Fun without meaning is empty. Meaning without fun is boring. So we need to find ways to incorporate both elements into our lives. Both Dennis Prager and Gretchen Rubin suggest ways of doing this.

In Happiness is a Serious Problem, Dennis Prager suggests that the best way to have both a fun and meaningful life is to have fun while doing what is significant. That is, trying to bring fun into our family lives, professions, personal projects.

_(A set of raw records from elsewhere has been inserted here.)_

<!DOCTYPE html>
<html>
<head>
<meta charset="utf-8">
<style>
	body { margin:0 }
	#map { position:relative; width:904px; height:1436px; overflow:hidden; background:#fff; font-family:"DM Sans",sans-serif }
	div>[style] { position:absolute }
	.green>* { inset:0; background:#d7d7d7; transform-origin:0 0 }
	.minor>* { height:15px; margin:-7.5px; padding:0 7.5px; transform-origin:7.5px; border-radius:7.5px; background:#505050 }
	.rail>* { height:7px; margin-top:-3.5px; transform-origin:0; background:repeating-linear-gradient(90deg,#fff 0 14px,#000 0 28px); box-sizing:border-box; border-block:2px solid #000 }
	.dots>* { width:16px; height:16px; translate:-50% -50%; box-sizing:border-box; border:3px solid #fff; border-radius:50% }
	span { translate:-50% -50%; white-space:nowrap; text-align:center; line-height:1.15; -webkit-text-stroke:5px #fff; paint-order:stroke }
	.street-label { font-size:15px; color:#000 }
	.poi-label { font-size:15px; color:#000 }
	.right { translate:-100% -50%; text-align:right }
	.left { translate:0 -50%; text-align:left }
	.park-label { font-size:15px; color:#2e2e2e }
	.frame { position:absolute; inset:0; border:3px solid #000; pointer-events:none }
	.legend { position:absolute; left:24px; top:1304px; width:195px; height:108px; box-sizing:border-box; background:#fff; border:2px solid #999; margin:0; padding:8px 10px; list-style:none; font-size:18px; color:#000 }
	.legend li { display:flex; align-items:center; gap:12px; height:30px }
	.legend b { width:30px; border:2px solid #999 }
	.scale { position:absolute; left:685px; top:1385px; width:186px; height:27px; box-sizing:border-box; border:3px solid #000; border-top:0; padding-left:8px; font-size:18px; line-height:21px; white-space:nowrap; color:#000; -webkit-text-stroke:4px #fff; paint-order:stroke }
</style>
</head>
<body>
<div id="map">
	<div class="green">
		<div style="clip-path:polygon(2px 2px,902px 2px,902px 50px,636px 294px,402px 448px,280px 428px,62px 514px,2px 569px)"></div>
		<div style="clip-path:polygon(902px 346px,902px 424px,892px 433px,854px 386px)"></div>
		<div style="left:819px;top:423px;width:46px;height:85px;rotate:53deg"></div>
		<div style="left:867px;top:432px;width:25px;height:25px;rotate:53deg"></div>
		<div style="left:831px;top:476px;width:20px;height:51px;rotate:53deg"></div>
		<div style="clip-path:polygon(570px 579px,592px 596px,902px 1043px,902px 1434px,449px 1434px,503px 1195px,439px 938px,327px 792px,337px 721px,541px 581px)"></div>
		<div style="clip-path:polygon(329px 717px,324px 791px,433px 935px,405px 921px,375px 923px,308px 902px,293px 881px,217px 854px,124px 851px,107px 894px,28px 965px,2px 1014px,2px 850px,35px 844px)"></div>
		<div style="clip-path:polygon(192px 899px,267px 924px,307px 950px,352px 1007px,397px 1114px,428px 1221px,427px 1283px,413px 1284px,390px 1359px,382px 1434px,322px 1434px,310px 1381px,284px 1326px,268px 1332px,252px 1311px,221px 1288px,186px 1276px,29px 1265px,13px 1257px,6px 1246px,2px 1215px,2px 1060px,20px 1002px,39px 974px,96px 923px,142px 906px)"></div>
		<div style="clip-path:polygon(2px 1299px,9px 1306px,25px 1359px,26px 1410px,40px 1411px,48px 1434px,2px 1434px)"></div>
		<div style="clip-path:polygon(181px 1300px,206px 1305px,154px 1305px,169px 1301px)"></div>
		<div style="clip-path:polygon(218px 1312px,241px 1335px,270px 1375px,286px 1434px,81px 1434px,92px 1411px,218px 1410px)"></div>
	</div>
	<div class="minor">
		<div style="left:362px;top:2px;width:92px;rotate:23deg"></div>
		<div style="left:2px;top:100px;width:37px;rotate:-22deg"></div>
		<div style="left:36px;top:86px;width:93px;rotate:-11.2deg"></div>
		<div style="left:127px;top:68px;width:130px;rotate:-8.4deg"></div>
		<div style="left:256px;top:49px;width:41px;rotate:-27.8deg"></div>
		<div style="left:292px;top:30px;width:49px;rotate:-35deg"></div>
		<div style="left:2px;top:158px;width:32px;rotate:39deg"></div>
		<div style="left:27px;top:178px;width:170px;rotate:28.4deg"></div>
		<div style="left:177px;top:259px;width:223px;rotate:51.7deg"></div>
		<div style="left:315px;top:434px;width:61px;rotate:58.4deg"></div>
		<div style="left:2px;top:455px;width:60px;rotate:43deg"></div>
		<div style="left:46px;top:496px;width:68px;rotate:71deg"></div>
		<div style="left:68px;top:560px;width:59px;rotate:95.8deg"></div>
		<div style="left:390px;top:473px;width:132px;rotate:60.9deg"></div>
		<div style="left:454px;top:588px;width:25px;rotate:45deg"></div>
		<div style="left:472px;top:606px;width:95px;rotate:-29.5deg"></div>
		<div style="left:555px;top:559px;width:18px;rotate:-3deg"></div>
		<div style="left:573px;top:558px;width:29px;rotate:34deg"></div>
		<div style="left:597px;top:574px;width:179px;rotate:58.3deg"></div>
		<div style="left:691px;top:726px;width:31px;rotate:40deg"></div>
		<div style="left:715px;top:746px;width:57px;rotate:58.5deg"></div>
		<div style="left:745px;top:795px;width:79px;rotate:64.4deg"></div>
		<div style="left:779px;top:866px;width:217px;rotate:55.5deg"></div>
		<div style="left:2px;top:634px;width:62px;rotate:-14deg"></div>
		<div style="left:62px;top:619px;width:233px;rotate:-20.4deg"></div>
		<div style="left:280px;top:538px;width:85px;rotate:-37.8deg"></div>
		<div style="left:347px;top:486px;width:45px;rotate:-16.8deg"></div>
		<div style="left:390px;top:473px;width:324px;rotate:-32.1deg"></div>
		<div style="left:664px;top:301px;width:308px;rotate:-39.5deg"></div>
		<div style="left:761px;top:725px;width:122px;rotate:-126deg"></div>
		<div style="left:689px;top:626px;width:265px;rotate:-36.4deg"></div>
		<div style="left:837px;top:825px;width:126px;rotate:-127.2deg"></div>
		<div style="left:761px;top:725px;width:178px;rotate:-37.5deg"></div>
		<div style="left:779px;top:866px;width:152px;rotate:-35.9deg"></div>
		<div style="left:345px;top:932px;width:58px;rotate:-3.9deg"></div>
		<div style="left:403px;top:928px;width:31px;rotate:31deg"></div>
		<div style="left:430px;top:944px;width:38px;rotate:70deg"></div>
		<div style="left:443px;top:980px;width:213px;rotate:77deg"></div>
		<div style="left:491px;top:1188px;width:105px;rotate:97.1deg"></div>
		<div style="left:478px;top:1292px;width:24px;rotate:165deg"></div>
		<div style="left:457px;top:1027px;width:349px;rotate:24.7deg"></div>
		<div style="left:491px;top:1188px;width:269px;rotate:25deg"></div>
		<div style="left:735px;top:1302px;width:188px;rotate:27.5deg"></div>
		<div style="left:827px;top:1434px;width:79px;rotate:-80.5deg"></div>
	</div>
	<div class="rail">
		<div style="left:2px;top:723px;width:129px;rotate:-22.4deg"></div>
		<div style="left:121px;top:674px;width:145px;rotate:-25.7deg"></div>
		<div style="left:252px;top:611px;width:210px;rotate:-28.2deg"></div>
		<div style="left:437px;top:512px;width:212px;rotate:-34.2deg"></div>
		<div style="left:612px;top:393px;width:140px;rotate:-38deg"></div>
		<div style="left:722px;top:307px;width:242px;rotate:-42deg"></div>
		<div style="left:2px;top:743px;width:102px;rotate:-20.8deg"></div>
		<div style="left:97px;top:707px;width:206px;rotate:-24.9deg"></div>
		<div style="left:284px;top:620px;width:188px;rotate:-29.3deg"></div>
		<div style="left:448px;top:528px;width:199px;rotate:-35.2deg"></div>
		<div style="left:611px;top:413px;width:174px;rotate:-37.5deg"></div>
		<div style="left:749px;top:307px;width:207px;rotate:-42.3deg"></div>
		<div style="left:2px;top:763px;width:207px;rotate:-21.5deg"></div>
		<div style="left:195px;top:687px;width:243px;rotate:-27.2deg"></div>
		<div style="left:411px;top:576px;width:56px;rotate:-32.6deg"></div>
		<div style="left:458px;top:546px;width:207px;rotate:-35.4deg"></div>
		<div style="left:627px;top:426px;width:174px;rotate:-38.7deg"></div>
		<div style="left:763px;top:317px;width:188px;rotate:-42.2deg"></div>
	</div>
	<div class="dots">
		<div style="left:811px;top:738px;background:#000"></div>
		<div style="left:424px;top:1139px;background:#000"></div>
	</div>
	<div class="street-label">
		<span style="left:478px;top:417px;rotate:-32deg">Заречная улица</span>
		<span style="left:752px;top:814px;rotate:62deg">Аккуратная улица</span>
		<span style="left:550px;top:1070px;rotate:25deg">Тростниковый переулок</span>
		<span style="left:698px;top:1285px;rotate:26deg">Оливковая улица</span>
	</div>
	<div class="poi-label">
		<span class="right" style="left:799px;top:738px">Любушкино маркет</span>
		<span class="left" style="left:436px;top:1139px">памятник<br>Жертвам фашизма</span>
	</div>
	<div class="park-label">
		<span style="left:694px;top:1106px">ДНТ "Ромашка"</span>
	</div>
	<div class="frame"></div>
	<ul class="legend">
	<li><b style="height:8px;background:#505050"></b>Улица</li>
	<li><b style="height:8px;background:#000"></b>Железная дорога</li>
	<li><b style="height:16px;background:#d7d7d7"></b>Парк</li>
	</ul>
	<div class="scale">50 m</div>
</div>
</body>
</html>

In The Happiness Project, Gretchen Rubin differentiates between “challenging fun” and “relaxing fun”. Challenging fun is the most demanding, but also the most rewarding.

For example, learning to play a musical instrument or to speak a foreign language. Relaxing fun is easy — it requires no skill or effort — but it is also the least satisfying. The best example of this is watching TV, which is certainly fun but brings little reward.

Challenging fun demands more efforts, but delivers much greater rewards

We can use these two categories to consider the types of fun we have in our own lives. By trying to have more challenging fun and less relaxing fun, we can strive to combine meaning and fun in our lives.

To sum it up…

  • Fun and happiness are not the same thing
  • Fun alone will not make you happy
  • True happiness comes from doing something meaningful
  • The best way to have a happy life is by finding ways to combine fun and meaning

    I’d love to hear your thoughts. Do you agree that fun and happiness are not the same thing? Have you found a way to incorporate fun and meaning into your life?